**YOUR OBJECTIVE:**
Reproduce all of the records exactly.

**INFORMATION PROVIDED:**
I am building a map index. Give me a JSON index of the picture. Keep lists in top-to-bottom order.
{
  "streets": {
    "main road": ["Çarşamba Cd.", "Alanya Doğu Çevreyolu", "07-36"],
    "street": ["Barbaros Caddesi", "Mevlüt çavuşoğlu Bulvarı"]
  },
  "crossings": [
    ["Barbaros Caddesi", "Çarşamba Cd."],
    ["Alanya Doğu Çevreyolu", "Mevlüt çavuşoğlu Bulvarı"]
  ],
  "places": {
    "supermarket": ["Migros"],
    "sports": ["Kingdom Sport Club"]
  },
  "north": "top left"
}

**TASK OUTPUT:**
I am building a map index. Give me a JSON index of the picture. Keep lists in top-to-bottom order.
{
  "streets": {
    "main road": ["Çarşamba Cd.", "Alanya Doğu Çevreyolu", "07-36"],
    "street": ["Barbaros Caddesi", "Mevlüt çavuşoğlu Bulvarı"]
  },
  "crossings": [
    ["Barbaros Caddesi", "Çarşamba Cd."],
    ["Alanya Doğu Çevreyolu", "Mevlüt çavuşoğlu Bulvarı"]
  ],
  "places": {
    "supermarket": ["Migros"],
    "sports": ["Kingdom Sport Club"]
  },
  "north": "top left"
}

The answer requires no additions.